A couple of incomplete thoughts on the actual matter at hand:
-the World Juniors have become the hockey equivalent of American Idol (James Duthie = Ryan Seacrest; Pierre McGuire = Paula Abdul)
-the teams closest to Toronto (Brampton and 'Sauga) are expansion teams in suburbia - in other words, teams that people don't have any connection with in cities that many of its residents tend not to feel very strongly about.

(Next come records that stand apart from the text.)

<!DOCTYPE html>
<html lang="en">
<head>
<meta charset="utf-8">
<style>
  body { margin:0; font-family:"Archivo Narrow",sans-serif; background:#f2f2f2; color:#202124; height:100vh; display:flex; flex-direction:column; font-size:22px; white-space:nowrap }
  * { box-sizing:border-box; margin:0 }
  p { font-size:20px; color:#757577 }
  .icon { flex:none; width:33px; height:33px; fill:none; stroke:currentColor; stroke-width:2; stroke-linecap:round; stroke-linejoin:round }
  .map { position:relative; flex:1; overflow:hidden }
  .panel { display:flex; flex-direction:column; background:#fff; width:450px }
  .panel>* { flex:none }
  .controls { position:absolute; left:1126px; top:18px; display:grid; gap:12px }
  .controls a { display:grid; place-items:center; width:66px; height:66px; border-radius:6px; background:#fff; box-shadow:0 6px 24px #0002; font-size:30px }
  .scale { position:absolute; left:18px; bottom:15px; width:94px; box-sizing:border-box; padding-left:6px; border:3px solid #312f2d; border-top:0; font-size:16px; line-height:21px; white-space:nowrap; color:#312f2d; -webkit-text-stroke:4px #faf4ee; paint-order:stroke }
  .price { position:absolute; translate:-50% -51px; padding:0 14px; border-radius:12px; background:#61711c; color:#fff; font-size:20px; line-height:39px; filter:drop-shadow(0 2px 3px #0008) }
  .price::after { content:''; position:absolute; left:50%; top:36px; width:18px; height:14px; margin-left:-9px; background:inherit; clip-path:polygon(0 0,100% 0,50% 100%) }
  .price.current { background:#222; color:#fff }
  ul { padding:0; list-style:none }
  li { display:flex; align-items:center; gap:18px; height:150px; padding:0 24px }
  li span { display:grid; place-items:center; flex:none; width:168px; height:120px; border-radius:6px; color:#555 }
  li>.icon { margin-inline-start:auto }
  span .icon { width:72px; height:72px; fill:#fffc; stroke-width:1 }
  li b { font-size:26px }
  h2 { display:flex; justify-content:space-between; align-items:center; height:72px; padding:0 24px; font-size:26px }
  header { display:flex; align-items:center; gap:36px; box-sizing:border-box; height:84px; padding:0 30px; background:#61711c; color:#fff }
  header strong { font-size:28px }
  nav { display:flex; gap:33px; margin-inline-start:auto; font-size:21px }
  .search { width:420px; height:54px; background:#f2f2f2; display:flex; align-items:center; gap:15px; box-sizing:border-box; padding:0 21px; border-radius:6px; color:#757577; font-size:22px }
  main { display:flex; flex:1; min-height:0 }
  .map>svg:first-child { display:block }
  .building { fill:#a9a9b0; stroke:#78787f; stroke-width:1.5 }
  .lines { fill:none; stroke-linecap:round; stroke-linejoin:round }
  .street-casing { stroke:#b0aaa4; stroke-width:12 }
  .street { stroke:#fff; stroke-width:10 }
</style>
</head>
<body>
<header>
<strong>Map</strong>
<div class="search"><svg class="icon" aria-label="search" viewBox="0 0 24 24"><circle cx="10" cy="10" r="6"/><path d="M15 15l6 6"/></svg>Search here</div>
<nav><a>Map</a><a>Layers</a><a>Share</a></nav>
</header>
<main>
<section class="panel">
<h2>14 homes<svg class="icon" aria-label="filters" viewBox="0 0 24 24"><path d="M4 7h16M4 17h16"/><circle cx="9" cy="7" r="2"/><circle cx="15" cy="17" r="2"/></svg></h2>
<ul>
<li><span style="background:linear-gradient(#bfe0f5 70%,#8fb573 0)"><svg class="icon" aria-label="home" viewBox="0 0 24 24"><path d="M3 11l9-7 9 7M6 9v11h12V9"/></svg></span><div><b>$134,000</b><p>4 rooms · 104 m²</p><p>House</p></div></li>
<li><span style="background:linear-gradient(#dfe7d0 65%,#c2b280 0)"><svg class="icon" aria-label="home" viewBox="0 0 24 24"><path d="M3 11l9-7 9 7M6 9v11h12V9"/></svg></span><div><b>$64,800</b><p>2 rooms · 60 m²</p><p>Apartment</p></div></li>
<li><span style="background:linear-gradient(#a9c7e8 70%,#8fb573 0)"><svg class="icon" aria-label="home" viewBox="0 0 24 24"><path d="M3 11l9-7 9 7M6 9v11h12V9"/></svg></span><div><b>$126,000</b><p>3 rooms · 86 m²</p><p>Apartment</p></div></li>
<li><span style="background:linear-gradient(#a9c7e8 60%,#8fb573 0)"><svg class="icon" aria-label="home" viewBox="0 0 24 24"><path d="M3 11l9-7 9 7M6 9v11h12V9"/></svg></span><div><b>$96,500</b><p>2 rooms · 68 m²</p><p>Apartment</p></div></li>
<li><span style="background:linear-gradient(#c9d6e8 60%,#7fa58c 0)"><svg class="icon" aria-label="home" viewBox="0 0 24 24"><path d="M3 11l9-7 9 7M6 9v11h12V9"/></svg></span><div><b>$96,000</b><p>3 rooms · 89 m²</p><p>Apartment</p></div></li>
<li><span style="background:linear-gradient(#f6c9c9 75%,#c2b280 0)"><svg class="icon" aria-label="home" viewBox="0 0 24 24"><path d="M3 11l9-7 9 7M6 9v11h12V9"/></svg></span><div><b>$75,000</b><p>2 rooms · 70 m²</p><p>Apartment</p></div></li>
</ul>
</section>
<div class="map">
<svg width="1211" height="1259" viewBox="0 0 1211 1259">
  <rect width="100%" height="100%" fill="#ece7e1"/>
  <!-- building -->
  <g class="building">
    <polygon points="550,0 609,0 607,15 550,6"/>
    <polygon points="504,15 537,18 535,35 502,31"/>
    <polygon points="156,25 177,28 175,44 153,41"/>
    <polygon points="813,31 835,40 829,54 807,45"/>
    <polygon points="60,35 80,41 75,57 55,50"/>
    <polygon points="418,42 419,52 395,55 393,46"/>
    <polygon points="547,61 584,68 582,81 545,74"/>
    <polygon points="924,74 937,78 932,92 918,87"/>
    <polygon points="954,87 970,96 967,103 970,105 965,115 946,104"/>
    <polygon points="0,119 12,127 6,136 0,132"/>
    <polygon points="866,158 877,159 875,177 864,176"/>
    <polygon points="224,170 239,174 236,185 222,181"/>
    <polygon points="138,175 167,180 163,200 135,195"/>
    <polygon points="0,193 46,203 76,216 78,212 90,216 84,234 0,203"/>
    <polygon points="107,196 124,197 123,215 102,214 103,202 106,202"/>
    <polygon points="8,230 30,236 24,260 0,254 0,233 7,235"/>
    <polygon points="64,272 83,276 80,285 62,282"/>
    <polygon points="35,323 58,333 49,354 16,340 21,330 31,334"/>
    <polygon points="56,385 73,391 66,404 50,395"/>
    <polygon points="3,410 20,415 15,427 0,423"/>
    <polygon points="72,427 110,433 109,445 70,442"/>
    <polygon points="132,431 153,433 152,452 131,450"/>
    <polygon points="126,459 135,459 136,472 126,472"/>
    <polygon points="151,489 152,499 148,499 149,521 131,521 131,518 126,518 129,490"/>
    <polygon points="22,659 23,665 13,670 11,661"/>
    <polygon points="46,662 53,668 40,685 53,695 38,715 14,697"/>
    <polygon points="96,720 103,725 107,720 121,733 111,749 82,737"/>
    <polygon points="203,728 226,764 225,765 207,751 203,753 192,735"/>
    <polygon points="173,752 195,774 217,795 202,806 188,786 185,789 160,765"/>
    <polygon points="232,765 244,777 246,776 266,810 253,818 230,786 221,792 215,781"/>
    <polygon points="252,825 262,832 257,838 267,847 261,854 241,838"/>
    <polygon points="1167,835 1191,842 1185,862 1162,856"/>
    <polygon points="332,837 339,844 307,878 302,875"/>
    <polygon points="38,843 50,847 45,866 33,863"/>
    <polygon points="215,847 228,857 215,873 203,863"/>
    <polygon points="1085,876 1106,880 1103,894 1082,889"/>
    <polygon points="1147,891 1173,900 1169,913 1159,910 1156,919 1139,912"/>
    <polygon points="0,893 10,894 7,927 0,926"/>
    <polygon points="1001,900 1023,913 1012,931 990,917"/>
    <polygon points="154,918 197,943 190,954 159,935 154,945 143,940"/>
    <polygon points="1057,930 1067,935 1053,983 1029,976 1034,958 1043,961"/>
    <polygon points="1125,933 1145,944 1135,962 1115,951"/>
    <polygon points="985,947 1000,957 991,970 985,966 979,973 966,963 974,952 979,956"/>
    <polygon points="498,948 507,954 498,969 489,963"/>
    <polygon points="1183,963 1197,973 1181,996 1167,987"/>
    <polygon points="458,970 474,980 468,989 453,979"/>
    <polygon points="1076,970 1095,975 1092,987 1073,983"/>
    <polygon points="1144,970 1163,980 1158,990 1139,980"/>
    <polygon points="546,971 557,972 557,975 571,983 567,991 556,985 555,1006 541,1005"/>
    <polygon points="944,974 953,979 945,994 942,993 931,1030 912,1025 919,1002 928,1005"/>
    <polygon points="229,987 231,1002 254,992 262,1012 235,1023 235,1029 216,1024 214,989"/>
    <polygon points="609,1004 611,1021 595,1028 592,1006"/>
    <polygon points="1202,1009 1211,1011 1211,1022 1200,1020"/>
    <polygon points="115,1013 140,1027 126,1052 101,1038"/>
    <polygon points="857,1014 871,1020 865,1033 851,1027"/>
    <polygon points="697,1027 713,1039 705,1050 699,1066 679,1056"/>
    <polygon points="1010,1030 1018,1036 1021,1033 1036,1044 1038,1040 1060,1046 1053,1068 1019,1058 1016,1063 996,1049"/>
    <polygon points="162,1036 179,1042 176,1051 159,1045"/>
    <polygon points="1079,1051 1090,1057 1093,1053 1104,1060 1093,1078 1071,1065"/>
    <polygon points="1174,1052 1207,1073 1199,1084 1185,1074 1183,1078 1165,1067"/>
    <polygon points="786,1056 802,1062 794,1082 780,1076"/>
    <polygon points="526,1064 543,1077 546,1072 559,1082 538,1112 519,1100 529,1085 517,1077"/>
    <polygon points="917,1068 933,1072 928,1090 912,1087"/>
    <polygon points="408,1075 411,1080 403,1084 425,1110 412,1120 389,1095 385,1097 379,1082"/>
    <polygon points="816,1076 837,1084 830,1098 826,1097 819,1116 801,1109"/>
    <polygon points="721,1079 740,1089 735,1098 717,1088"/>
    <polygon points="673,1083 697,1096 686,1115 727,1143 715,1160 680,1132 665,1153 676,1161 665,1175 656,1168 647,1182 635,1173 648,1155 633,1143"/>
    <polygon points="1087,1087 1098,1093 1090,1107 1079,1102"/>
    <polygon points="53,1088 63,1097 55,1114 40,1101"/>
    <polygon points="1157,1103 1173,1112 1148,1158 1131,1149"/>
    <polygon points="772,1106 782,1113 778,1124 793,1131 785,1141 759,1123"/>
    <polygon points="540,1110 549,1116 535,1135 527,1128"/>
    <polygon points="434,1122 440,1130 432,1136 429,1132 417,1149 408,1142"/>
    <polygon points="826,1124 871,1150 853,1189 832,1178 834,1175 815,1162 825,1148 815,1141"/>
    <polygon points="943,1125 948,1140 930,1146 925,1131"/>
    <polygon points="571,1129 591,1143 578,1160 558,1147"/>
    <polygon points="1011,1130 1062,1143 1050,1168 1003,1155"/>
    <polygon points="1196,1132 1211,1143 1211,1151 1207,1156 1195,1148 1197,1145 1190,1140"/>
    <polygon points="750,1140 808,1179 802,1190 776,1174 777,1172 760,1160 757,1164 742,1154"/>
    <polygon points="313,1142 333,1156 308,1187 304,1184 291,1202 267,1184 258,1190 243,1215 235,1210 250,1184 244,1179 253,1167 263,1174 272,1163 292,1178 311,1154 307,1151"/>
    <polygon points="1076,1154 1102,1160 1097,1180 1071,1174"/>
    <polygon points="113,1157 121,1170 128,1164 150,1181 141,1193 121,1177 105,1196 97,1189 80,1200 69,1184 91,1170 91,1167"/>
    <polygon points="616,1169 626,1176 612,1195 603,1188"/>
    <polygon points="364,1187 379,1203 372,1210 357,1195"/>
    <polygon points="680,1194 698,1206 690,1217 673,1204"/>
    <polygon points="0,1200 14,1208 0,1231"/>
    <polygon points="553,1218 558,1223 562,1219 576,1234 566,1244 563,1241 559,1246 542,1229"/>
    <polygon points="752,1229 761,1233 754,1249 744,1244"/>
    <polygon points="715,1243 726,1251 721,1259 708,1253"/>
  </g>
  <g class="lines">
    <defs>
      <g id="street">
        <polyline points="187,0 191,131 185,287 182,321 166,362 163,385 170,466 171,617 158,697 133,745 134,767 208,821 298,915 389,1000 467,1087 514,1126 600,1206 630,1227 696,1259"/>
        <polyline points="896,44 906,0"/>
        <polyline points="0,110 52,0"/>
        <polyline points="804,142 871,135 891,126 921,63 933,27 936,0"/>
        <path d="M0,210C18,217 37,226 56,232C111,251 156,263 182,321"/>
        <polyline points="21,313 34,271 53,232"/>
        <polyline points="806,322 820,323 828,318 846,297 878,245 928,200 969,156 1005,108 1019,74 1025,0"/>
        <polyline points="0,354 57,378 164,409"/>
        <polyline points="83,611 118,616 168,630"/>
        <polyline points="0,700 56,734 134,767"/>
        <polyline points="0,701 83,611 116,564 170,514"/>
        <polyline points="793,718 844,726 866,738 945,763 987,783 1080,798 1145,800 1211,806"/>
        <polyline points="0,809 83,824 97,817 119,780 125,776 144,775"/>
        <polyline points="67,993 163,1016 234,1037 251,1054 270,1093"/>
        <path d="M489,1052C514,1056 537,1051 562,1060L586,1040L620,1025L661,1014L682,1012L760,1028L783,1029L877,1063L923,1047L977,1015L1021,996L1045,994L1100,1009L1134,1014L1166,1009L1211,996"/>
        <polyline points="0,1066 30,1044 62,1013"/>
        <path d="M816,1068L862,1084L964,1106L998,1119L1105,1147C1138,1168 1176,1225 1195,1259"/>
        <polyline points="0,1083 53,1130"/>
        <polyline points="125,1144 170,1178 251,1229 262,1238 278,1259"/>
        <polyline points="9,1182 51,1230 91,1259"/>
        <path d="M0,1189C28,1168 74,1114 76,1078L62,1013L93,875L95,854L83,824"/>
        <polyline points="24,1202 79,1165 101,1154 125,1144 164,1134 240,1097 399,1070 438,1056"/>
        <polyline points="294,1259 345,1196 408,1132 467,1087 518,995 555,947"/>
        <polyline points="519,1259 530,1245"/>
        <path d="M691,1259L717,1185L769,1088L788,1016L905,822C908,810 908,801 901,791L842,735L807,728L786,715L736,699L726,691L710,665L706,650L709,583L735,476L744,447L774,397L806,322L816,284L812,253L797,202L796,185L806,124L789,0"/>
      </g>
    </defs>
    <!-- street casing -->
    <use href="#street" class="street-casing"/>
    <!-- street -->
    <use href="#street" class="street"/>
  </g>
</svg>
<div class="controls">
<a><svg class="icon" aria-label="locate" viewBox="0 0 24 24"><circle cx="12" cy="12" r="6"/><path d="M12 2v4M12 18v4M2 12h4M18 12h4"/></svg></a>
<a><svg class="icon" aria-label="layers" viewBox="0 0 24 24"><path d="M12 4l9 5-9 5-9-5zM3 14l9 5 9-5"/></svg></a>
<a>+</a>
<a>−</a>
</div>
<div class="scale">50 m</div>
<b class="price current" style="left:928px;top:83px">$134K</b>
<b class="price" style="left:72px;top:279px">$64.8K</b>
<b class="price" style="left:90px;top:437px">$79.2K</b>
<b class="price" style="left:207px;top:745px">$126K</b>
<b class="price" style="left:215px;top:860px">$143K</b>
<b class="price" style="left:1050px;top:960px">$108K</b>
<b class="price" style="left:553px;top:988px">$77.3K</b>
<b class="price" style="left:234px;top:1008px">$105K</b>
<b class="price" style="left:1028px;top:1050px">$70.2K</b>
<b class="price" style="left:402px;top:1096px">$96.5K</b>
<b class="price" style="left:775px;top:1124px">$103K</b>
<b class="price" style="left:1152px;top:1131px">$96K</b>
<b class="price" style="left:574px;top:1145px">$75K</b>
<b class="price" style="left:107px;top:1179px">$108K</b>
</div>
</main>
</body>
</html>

-I may just be a fuddy-duddy but the loss of many of the old unique arenas has taken something away from the OHL experience. only a small chunk of people follow the arrival and departure of players very closely and most people's connections to one team or another is, like college sports, tends to be based on something fairly arbitrary (ie. this is the town where I grew up and went to some games when I was kid, so they are my team). as the old arenas are replaced with scaled down versions of modern NHL rinks and the sweaters and even team names are perpetually tinkered with for the sake of earning a few more bucks, that connection is weakened. other than peterborough, which i think still has community ownership, can anyone think of another city where the old arena was refurbished instead of replaced? there probably are some, I just can't think of them.
The thing is, what to do when the middle-class white guy demographic isn't very strong in your market? Granted, there is the perception, rightly or wrongly, that junior hockey is second-rate, and that just won't fly in Toronto.
That's why, especially in Brampton's case, you have to look at trying something else. And yes, the OHL has gone through its own "malling" much like the NHL did in the 1990s.
Getting back to DR's post....
OK, if James Duthie = Ryan Seacrest and Pierre McGuire = Paula Abdul, then who in hell = Simon Cowell, dawg?
that is the flaw in the argument. you could make a case for bob mckenzie, who always seems to pick someone other than the canadians as the favourite in his tourney preview but ends up praising them when they win. gord miller is randy jackson. john tortorella is the new one. the cutaways of stephen harper and his kid are the random shots of celebrities in the audience of the season finale. kazakhstan is all the really bad singers from the first few weeks. however, the main comparison is that they are both something that people get really excited about and take really seriously for a few weeks, but is usually of little consequence in either the music industry or the hockey world.